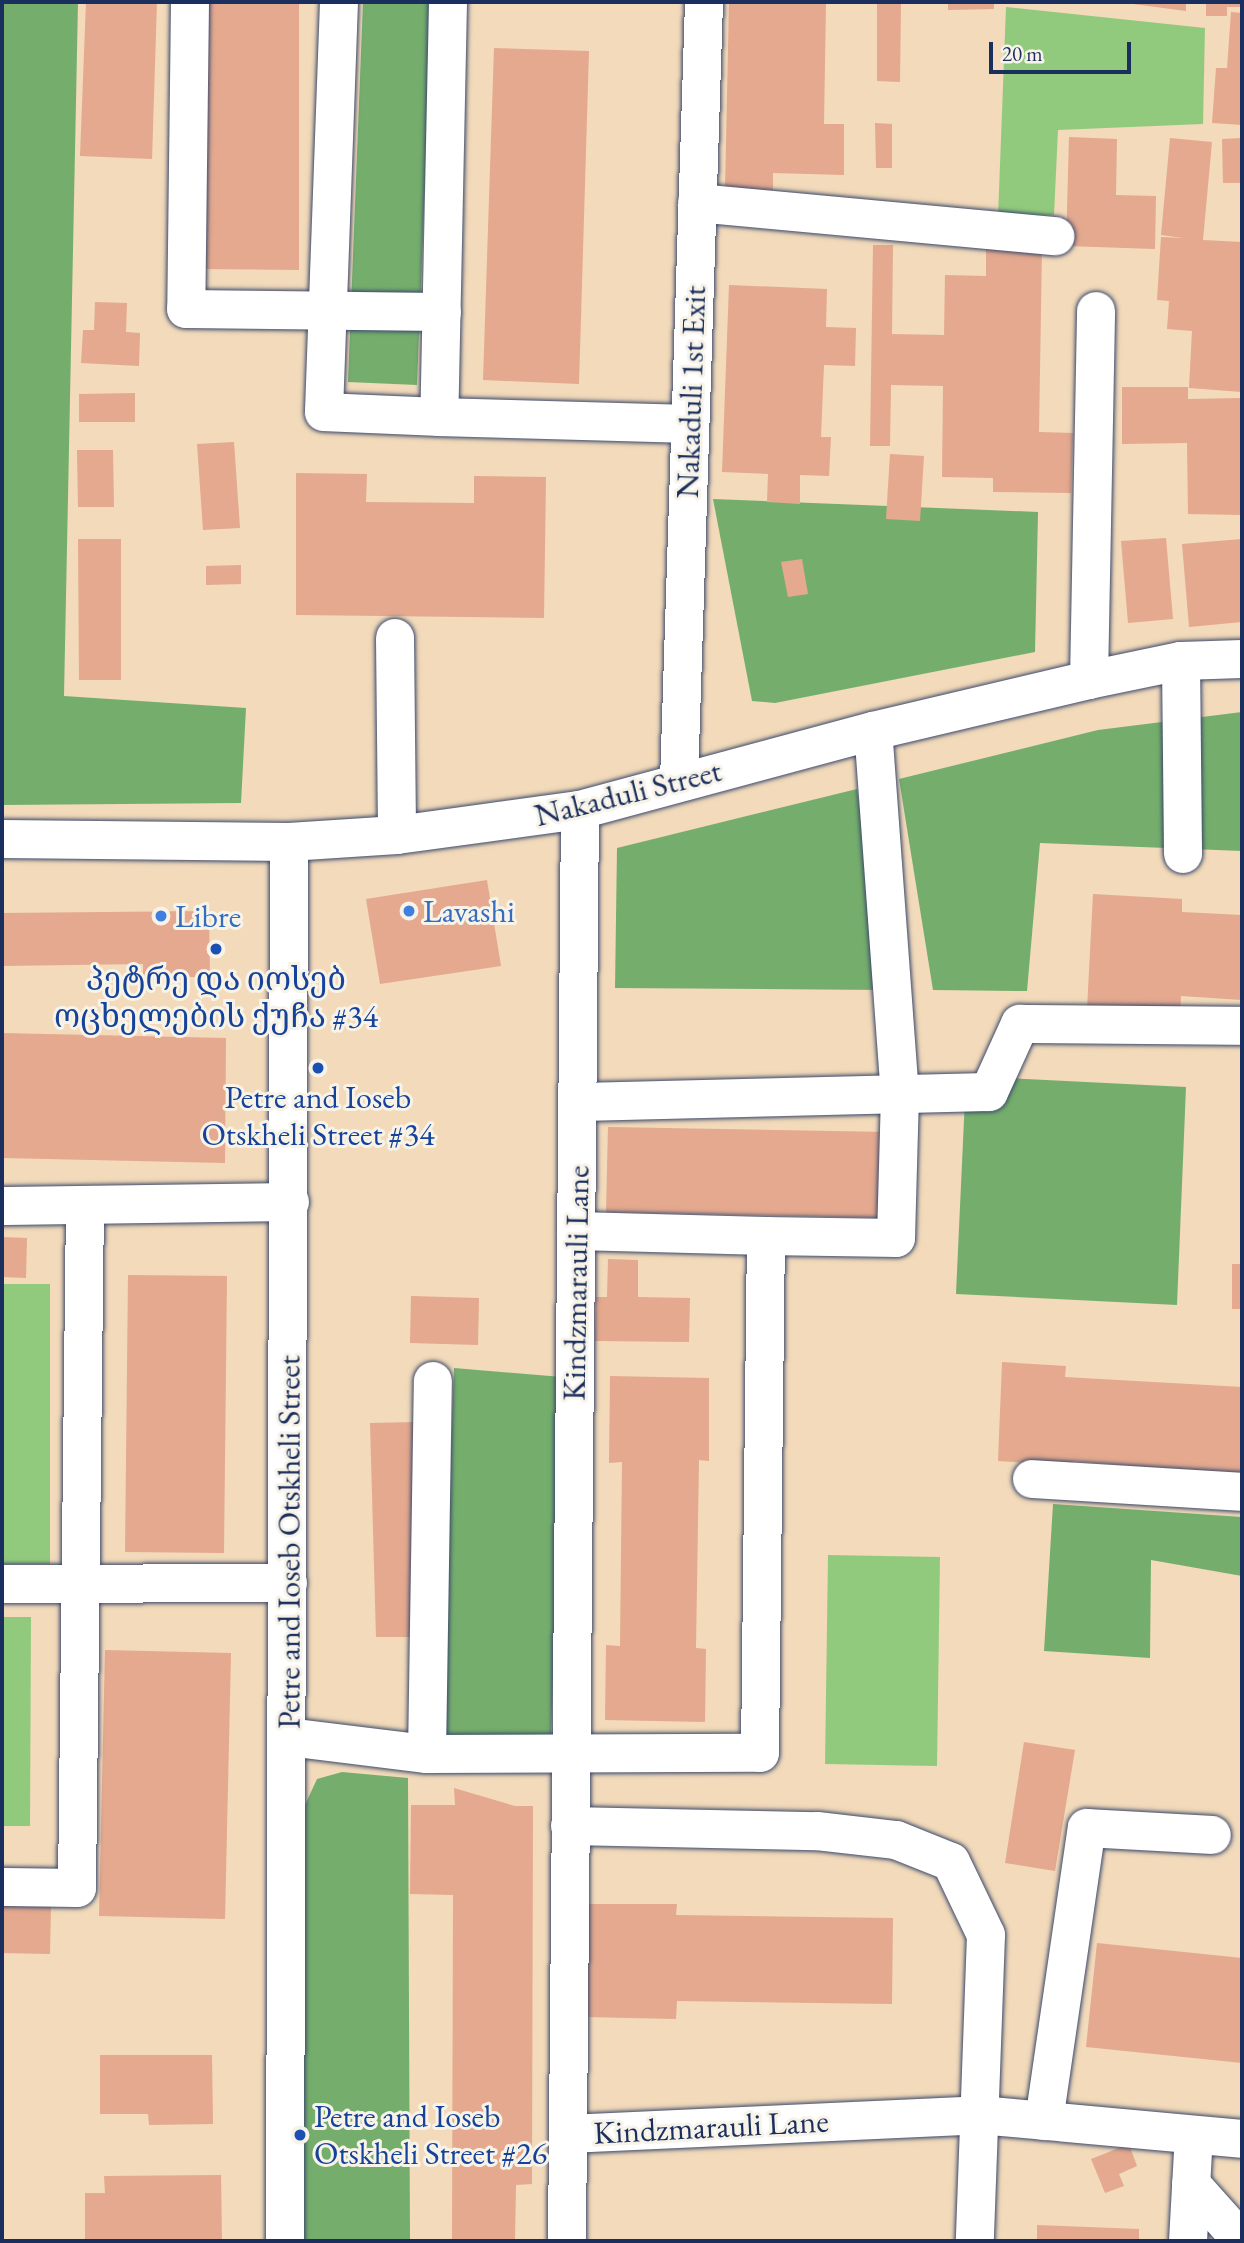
<!DOCTYPE html>
<meta charset="utf-8">
<style>
body{margin:0}
#map{position:relative;width:1244px;height:2243px;overflow:hidden;background:#f2daba;font-family:"EB Garamond","Noto Serif Georgian",serif}
div>[style]{position:absolute}
[style*='--x']{left:calc(var(--x)*1px);top:calc(var(--y)*1px);width:calc(var(--w)*1px);rotate:calc(var(--a)*1deg)}
.green>*{inset:0;background:#92ca7d}
.forest>*{inset:0;background:#75ae6c}
.building>*{inset:0;background:#e4a98e}
.roads{filter:drop-shadow(0 0 2px #3b496c) drop-shadow(0 0 2px #3b496c)}
.minor>*{height:38px;margin:-19px;padding:0 19px;transform-origin:19px;border-radius:19px;background:#fff}
.dots>*{width:19px;height:19px;translate:-50% -50%;box-sizing:border-box;border:4px solid #f7f3e8;border-radius:50%}
span{translate:-50% -50%;white-space:nowrap;text-align:center;line-height:1.15;-webkit-text-stroke:6px #f7f3e8;paint-order:stroke}
.street-label{font-size:32px;color:#1b2f5e}
.shop-label{font-size:32px;color:#366cbe}
.left{translate:0 -50%;text-align:left}
.transit-label{font-size:32px;color:#164399}
.frame{position:absolute;inset:0;border:4px solid #1b2f5e;pointer-events:none}
.scale{position:absolute;left:989px;top:42px;width:142px;height:32px;box-sizing:border-box;border:4px solid #1b2f5e;border-top:0;padding-left:9px;font-size:21px;line-height:24px;white-space:nowrap;color:#1b2f5e;-webkit-text-stroke:5px #f7f3e8;paint-order:stroke}
</style>
<div id="map">
<div class="green">
<i style="clip-path:polygon(1006px 7px,1205px 28px,1203px 124px,1058px 130px,1054px 215px,998px 217px)"></i>
<i style="clip-path:polygon(2px 1284px,50px 1284px,50px 1564px,2px 1564px)"></i>
<i style="clip-path:polygon(828px 1555px,940px 1557px,937px 1766px,825px 1764px)"></i>
<i style="clip-path:polygon(2px 1617px,31px 1617px,30px 1826px,2px 1826px)"></i>
</div>
<div class="forest">
<i style="clip-path:polygon(2px 2px,78px 2px,64px 696px,246px 708px,241px 803px,2px 805px)"></i>
<i style="clip-path:polygon(363px 2px,432px 2px,417px 385px,348px 382px)"></i>
<i style="clip-path:polygon(713px 499px,1038px 512px,1035px 652px,775px 703px,752px 701px)"></i>
<i style="clip-path:polygon(1242px 712px,1242px 851px,1040px 843px,1027px 991px,933px 990px,899px 779px,1098px 730px)"></i>
<i style="clip-path:polygon(857px 789px,883px 990px,615px 988px,617px 848px)"></i>
<i style="clip-path:polygon(966px 1076px,1186px 1087px,1177px 1305px,956px 1294px)"></i>
<i style="clip-path:polygon(454px 1368px,562px 1377px,551px 1738px,441px 1737px)"></i>
<i style="clip-path:polygon(1053px 1504px,1242px 1517px,1242px 1576px,1151px 1560px,1150px 1658px,1044px 1651px)"></i>
<i style="clip-path:polygon(342px 1772px,408px 1778px,410px 2241px,303px 2241px,304px 1807px,317px 1779px)"></i>
</div>
<div class="building">
<i style="clip-path:polygon(86px 2px,157px 2px,152px 159px,80px 156px)"></i>
<i style="clip-path:polygon(199px 2px,299px 2px,299px 270px,198px 269px)"></i>
<i style="clip-path:polygon(729px 2px,826px 2px,824px 124px,844px 124px,844px 175px,773px 173px,773px 190px,725px 189px)"></i>
<i style="clip-path:polygon(877px 2px,901px 2px,900px 82px,877px 81px)"></i>
<i style="clip-path:polygon(948px 2px,994px 2px,994px 9px,948px 10px)"></i>
<i style="clip-path:polygon(1118px 2px,1186px 2px,1186px 11px)"></i>
<i style="clip-path:polygon(1206px 2px,1242px 2px,1242px 7px,1227px 7px,1227px 16px,1206px 16px)"></i>
<i style="clip-path:polygon(1231px 12px,1242px 13px,1242px 125px,1212px 123px,1216px 68px,1227px 68px)"></i>
<i style="clip-path:polygon(494px 48px,589px 51px,579px 384px,483px 380px)"></i>
<i style="clip-path:polygon(875px 123px,892px 124px,892px 168px,876px 168px)"></i>
<i style="clip-path:polygon(1069px 137px,1117px 139px,1116px 195px,1156px 196px,1155px 249px,1066px 246px)"></i>
<i style="clip-path:polygon(1170px 138px,1212px 142px,1203px 240px,1242px 242px,1242px 392px,1189px 388px,1192px 331px,1167px 329px,1169px 301px,1157px 300px,1161px 237px,1184px 238px,1161px 235px)"></i>
<i style="clip-path:polygon(1242px 138px,1242px 183px,1223px 183px,1222px 139px)"></i>
<i style="clip-path:polygon(873px 245px,893px 245px,892px 334px,944px 335px,945px 275px,986px 276px,986px 247px,1042px 248px,1039px 432px,1073px 433px,1071px 493px,993px 492px,993px 478px,942px 477px,943px 386px,891px 385px,890px 446px,870px 446px)"></i>
<i style="clip-path:polygon(729px 285px,827px 289px,826px 327px,856px 328px,855px 366px,824px 365px,821px 437px,831px 437px,829px 476px,800px 475px,800px 504px,767px 502px,768px 474px,722px 472px)"></i>
<i style="clip-path:polygon(95px 302px,127px 303px,126px 332px,140px 333px,139px 366px,81px 363px,83px 330px,94px 330px)"></i>
<i style="clip-path:polygon(1122px 387px,1188px 387px,1188px 399px,1242px 398px,1242px 515px,1188px 514px,1187px 443px,1122px 444px)"></i>
<i style="clip-path:polygon(135px 393px,135px 422px,79px 422px,79px 394px)"></i>
<i style="clip-path:polygon(234px 442px,240px 528px,203px 530px,197px 444px)"></i>
<i style="clip-path:polygon(77px 450px,113px 450px,114px 507px,78px 507px)"></i>
<i style="clip-path:polygon(890px 454px,924px 456px,920px 521px,886px 519px)"></i>
<i style="clip-path:polygon(296px 473px,367px 474px,366px 502px,474px 503px,474px 476px,546px 477px,544px 618px,296px 615px)"></i>
<i style="clip-path:polygon(1166px 538px,1173px 619px,1128px 623px,1121px 541px)"></i>
<i style="clip-path:polygon(78px 539px,121px 539px,121px 680px,79px 680px)"></i>
<i style="clip-path:polygon(1242px 539px,1242px 622px,1189px 627px,1182px 544px)"></i>
<i style="clip-path:polygon(802px 559px,808px 594px,788px 597px,781px 562px)"></i>
<i style="clip-path:polygon(241px 565px,241px 584px,206px 585px,206px 566px)"></i>
<i style="clip-path:polygon(487px 880px,501px 966px,380px 984px,366px 899px)"></i>
<i style="clip-path:polygon(1093px 894px,1182px 899px,1182px 912px,1242px 915px,1242px 1000px,1181px 996px,1180px 1015px,1087px 1009px)"></i>
<i style="clip-path:polygon(209px 911px,210px 977px,143px 977px,143px 964px,2px 966px,2px 913px)"></i>
<i style="clip-path:polygon(2px 1033px,226px 1038px,225px 1163px,2px 1158px)"></i>
<i style="clip-path:polygon(608px 1127px,888px 1132px,886px 1218px,606px 1212px)"></i>
<i style="clip-path:polygon(2px 1237px,27px 1238px,26px 1278px,2px 1277px)"></i>
<i style="clip-path:polygon(608px 1259px,638px 1260px,638px 1297px,690px 1298px,689px 1342px,595px 1341px,596px 1297px,607px 1297px)"></i>
<i style="clip-path:polygon(1232px 1264px,1242px 1264px,1242px 1309px,1232px 1309px)"></i>
<i style="clip-path:polygon(128px 1275px,227px 1276px,224px 1553px,125px 1552px)"></i>
<i style="clip-path:polygon(411px 1296px,479px 1298px,478px 1345px,410px 1343px)"></i>
<i style="clip-path:polygon(1002px 1362px,1066px 1366px,1065px 1377px,1242px 1387px,1242px 1475px,1073px 1461px,1073px 1466px,998px 1461px)"></i>
<i style="clip-path:polygon(610px 1376px,709px 1378px,709px 1461px,699px 1460px,696px 1648px,706px 1649px,705px 1722px,605px 1720px,606px 1645px,620px 1646px,622px 1462px,609px 1463px)"></i>
<i style="clip-path:polygon(416px 1422px,421px 1637px,376px 1637px,370px 1423px)"></i>
<i style="clip-path:polygon(105px 1650px,231px 1653px,225px 1919px,99px 1916px)"></i>
<i style="clip-path:polygon(1024px 1742px,1075px 1750px,1055px 1871px,1005px 1863px)"></i>
<i style="clip-path:polygon(454px 1788px,515px 1806px,533px 1806px,532px 2184px,516px 2185px,515px 2241px,452px 2241px,453px 1895px,410px 1894px,411px 1805px,455px 1805px)"></i>
<i style="clip-path:polygon(586px 1904px,677px 1904px,676px 1915px,893px 1918px,892px 2004px,677px 2001px,676px 2019px,585px 2017px)"></i>
<i style="clip-path:polygon(2px 1905px,51px 1906px,50px 1954px,2px 1953px)"></i>
<i style="clip-path:polygon(1097px 1943px,1242px 1958px,1242px 2063px,1086px 2047px)"></i>
<i style="clip-path:polygon(100px 2055px,212px 2055px,213px 2124px,149px 2125px,148px 2114px,100px 2114px)"></i>
<i style="clip-path:polygon(1129px 2144px,1137px 2166px,1119px 2174px,1124px 2186px,1105px 2193px,1091px 2159px)"></i>
<i style="clip-path:polygon(221px 2175px,222px 2241px,85px 2241px,85px 2193px,105px 2193px,104px 2176px)"></i>
<i style="clip-path:polygon(1037px 2225px,1139px 2229px,1139px 2241px,1037px 2241px)"></i>
</div>
<div class="roads">
<div class="minor">
<i style="--x:190;--y:2;--w:307;--a:90.7"></i>
<i style="--x:186;--y:309;--w:256;--a:0.7"></i>
<i style="--x:339;--y:2;--w:410;--a:92.1"></i>
<i style="--x:324;--y:412;--w:115;--a:2.5"></i>
<i style="--x:448;--y:2;--w:415;--a:91.2"></i>
<i style="--x:439;--y:417;--w:251;--a:1.6"></i>
<i style="--x:697;--y:203;--w:360;--a:5.3"></i>
<i style="--x:395;--y:638;--w:197;--a:89.4"></i>
<i style="--x:1181;--y:661;--w:193;--a:89.4"></i>
<i style="--x:1089;--y:680;--w:369;--a:-88.9"></i>
<i style="--x:679;--y:781;--w:779;--a:-88.16"></i>
<i style="--x:2;--y:839;--w:287;--a:0.6"></i>
<i style="--x:289;--y:842;--w:108;--a:-3.7"></i>
<i style="--x:397;--y:835;--w:185;--a:-7.8"></i>
<i style="--x:580;--y:810;--w:303;--a:-15.1"></i>
<i style="--x:873;--y:731;--w:222;--a:-13.3"></i>
<i style="--x:1089;--y:680;--w:94;--a:-11.7"></i>
<i style="--x:1181;--y:661;--w:61;--a:-1.9"></i>
<i style="--x:580;--y:1102;--w:409;--a:-1.4"></i>
<i style="--x:989;--y:1092;--w:75;--a:-65.5"></i>
<i style="--x:1020;--y:1024;--w:222;--a:0.5"></i>
<i style="--x:2;--y:1206;--w:288;--a:-0.8"></i>
<i style="--x:576;--y:1231;--w:190;--a:1.5"></i>
<i style="--x:1032;--y:1479;--w:210;--a:3.5"></i>
<i style="--x:2;--y:1584;--w:286;--a:-0.2"></i>
<i style="--x:288;--y:1737;--w:140;--a:7"></i>
<i style="--x:427;--y:1754;--w:333;--a:-0.2"></i>
<i style="--x:760;--y:1753;--w:517;--a:-89.34"></i>
<i style="--x:766;--y:1236;--w:130;--a:0.9"></i>
<i style="--x:896;--y:1238;--w:142;--a:-88.4"></i>
<i style="--x:900;--y:1096;--w:366;--a:-94.2"></i>
<i style="--x:427;--y:1754;--w:373;--a:-89.1"></i>
<i style="--x:570;--y:1826;--w:247;--a:1.2"></i>
<i style="--x:817;--y:1831;--w:80;--a:6.5"></i>
<i style="--x:896;--y:1840;--w:59;--a:21.8"></i>
<i style="--x:951;--y:1862;--w:81;--a:64.4"></i>
<i style="--x:986;--y:1935;--w:306;--a:92.1"></i>
<i style="--x:2;--y:1887;--w:75;--a:0.8"></i>
<i style="--x:77;--y:1888;--w:683;--a:-89.33"></i>
<i style="--x:1044;--y:2121;--w:296;--a:-81.7"></i>
<i style="--x:1087;--y:1828;--w:125;--a:3.2"></i>
<i style="--x:568;--y:2134;--w:412;--a:-2.6"></i>
<i style="--x:980;--y:2115;--w:263;--a:5.2"></i>
<i style="--x:1191;--y:2184;--w:76;--a:48.2"></i>
<i style="--x:285;--y:2241;--w:1399;--a:-89.84"></i>
<i style="--x:567;--y:2241;--w:1431;--a:-89.48"></i>
<i style="--x:1188;--y:2241;--w:106;--a:-86.8"></i>
</div>
</div>
<div class="dots">
<i style="left:409px;top:911px;background:#3f7fe0"></i>
<i style="left:161px;top:916px;background:#3f7fe0"></i>
<i style="left:216px;top:949px;background:#1a4fb4"></i>
<i style="left:318px;top:1068px;background:#1a4fb4"></i>
<i style="left:300px;top:2135px;background:#1a4fb4"></i>
</div>
<div class="street-label">
<span style="left:691px;top:392px;rotate:-88deg">Nakaduli 1st Exit</span>
<span style="left:628px;top:793px;rotate:-14deg">Nakaduli Street</span>
<span style="left:576px;top:1283px;rotate:-89deg">Kindzmarauli Lane</span>
<span style="left:289px;top:1542px;rotate:-90deg">Petre and Ioseb Otskheli Street</span>
<span style="left:711px;top:2127px;rotate:-3deg">Kindzmarauli Lane</span>
</div>
<div class="shop-label">
<span class="left" style="left:423px;top:911px">Lavashi</span>
<span class="left" style="left:175px;top:916px">Libre</span>
</div>
<div class="transit-label">
<span style="left:216px;top:998px">პეტრე და იოსებ<br>ოცხელების ქუჩა #34</span>
<span style="left:318px;top:1116px">Petre and Ioseb<br>Otskheli Street #34</span>
<span class="left" style="left:314px;top:2135px">Petre and Ioseb<br>Otskheli Street #26</span>
</div>
<div class="frame"></div>
<div class="scale">20 m</div>
</div>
* * *
* **Action item**
Check each line above for "green" and return the ones that have it.

* **Answer box**
.green>*{inset:0;background:#92ca7d}
<div class="green">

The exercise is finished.